Uncertain Journey.
10 October 2011
Warning: Spoilers
Clifford Evans is an industrial foreman sent to France in 1940 to retrieve three "special-purpose machines" before the invading Germans can get their hands on them. He has nothing but trouble getting the job done.

If you enjoyed Hitchcock's "The Lady Vanishes" you ought to enjoy this because it's a similar combination of serious themes -- adventure, mystery, intrigue, death -- overlain with a thick impasto of comedy.

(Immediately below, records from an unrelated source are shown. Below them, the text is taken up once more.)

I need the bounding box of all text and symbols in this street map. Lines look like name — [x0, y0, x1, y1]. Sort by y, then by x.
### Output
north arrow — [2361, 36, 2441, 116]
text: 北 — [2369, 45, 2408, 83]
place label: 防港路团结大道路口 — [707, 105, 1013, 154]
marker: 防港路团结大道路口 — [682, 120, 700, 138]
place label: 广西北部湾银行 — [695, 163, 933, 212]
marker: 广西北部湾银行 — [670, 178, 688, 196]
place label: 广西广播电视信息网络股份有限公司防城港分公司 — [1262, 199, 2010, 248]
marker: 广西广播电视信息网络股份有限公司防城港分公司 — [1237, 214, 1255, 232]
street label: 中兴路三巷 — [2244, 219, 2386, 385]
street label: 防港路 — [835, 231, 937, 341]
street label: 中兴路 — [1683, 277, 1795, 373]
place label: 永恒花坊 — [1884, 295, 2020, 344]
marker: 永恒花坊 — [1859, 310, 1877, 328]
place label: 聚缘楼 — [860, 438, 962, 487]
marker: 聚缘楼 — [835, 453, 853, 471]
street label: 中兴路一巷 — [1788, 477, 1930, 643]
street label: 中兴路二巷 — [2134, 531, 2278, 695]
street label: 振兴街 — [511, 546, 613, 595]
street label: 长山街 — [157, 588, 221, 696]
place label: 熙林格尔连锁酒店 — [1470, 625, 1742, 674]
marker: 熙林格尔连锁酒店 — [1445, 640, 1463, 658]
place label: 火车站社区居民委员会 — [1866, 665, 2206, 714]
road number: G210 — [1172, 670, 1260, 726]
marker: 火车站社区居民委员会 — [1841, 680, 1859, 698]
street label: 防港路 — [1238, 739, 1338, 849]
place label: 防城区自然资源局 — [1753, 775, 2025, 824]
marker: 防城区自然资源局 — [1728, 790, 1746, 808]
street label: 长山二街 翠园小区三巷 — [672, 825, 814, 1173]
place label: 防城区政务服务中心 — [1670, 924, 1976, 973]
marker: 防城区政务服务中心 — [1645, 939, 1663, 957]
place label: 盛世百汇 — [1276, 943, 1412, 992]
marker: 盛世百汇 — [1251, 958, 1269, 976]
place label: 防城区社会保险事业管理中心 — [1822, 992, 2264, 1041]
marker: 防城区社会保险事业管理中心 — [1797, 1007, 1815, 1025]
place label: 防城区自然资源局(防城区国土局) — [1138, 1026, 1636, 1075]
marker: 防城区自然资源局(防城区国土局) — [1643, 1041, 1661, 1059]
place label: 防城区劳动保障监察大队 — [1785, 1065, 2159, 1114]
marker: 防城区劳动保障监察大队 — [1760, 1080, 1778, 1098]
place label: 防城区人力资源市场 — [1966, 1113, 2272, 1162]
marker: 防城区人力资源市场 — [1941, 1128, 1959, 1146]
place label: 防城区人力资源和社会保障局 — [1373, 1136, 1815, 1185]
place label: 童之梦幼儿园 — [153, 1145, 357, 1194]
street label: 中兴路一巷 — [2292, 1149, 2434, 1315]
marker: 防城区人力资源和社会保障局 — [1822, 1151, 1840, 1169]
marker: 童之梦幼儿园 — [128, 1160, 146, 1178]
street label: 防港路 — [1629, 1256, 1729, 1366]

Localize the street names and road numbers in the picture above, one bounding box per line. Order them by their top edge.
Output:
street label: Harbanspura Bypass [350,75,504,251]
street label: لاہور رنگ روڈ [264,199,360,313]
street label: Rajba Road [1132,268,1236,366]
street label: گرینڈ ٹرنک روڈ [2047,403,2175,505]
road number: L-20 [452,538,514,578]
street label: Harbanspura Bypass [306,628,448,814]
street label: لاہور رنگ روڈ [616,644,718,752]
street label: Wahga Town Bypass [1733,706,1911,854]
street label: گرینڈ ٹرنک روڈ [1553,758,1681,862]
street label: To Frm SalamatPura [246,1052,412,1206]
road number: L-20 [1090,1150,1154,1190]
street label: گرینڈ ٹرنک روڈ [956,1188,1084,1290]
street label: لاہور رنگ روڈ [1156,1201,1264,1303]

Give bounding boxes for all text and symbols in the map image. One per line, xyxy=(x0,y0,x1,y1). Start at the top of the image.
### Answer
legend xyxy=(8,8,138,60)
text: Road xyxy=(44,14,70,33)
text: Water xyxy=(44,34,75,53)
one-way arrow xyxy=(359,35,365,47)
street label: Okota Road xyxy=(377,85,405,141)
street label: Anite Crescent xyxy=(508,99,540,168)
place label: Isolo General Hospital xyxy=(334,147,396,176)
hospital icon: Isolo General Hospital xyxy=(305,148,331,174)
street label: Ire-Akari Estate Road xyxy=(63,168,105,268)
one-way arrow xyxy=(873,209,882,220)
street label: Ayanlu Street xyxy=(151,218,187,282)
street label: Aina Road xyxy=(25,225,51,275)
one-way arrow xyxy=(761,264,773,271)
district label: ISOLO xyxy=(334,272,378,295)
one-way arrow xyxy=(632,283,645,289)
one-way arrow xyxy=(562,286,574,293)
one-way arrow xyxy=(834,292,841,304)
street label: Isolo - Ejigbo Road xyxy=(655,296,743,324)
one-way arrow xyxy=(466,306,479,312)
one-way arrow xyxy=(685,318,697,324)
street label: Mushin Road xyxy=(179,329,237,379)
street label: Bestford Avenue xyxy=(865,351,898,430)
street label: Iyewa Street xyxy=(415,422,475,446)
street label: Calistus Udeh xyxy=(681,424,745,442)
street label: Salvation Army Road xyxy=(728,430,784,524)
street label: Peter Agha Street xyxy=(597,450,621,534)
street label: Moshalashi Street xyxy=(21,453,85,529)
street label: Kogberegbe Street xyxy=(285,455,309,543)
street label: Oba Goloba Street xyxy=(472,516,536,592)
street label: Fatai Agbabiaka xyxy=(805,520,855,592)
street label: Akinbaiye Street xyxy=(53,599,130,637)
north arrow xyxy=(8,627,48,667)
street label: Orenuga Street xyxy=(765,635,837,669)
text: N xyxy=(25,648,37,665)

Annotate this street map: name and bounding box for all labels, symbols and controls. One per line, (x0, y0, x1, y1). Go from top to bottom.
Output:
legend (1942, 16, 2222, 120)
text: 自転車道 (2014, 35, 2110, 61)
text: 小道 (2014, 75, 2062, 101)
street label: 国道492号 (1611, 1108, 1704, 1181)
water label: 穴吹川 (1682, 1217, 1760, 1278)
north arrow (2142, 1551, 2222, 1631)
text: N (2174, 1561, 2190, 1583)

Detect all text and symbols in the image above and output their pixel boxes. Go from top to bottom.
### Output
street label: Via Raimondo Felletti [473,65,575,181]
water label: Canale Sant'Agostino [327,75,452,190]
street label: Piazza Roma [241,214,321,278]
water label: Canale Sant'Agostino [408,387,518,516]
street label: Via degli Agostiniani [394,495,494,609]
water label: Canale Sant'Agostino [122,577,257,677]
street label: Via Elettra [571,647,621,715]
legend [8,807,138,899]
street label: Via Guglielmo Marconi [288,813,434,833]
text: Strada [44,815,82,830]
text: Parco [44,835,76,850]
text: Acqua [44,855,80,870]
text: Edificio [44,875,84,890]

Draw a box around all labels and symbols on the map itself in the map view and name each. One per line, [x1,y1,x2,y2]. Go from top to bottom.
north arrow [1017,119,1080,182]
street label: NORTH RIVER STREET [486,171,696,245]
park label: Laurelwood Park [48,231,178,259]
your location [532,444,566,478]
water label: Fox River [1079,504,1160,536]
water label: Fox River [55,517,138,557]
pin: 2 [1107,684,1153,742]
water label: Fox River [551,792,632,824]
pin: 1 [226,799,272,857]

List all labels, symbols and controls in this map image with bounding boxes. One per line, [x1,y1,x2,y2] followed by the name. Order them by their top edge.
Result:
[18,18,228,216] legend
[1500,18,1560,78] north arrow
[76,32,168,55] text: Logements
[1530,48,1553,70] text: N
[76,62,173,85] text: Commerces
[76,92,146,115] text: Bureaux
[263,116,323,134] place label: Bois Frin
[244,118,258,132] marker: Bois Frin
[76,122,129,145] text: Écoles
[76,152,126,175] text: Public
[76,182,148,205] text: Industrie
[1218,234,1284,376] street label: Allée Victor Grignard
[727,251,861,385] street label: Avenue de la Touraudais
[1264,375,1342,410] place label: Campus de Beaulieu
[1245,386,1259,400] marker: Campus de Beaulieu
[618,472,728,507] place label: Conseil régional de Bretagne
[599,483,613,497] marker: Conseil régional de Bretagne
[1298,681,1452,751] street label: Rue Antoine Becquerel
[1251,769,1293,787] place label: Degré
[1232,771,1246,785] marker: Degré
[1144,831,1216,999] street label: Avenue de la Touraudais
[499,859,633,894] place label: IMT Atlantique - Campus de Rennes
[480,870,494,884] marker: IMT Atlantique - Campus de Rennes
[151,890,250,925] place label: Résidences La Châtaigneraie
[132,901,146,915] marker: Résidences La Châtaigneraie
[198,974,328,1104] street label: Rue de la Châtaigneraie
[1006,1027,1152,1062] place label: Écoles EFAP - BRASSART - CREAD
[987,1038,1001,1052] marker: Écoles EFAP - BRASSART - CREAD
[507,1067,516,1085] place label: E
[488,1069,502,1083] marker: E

Essentially it's a "journey" film. Evans commandeers a truck manned by two lost British soldiers -- Tommy Trinder and an impossibly young Gordon Jackson. In fact there are quite a few familiar figures in the cast, including Mervyn Johns, Francis L. Sullivan, and John Williams. All are in minor roles. Williams is a Fifth Columnist masquerading as a British officer, but it's hard to imagine him as anything other than a detective or some kind of investigator. There are nights when I lull myself to sleep trying to list his many investigators and policemen.

Anyway, the truck with its load of precious machines makes its way through the byways of a France that is rapidly being overrun by the German army. Evans and the soldiers pick up a pretty blond American girl. (There must always be an attractive young lady around.) Next in line, of course, is a nun with a dozen children. The first little kid they hoist aboard has to pee. Nothing but tribulations.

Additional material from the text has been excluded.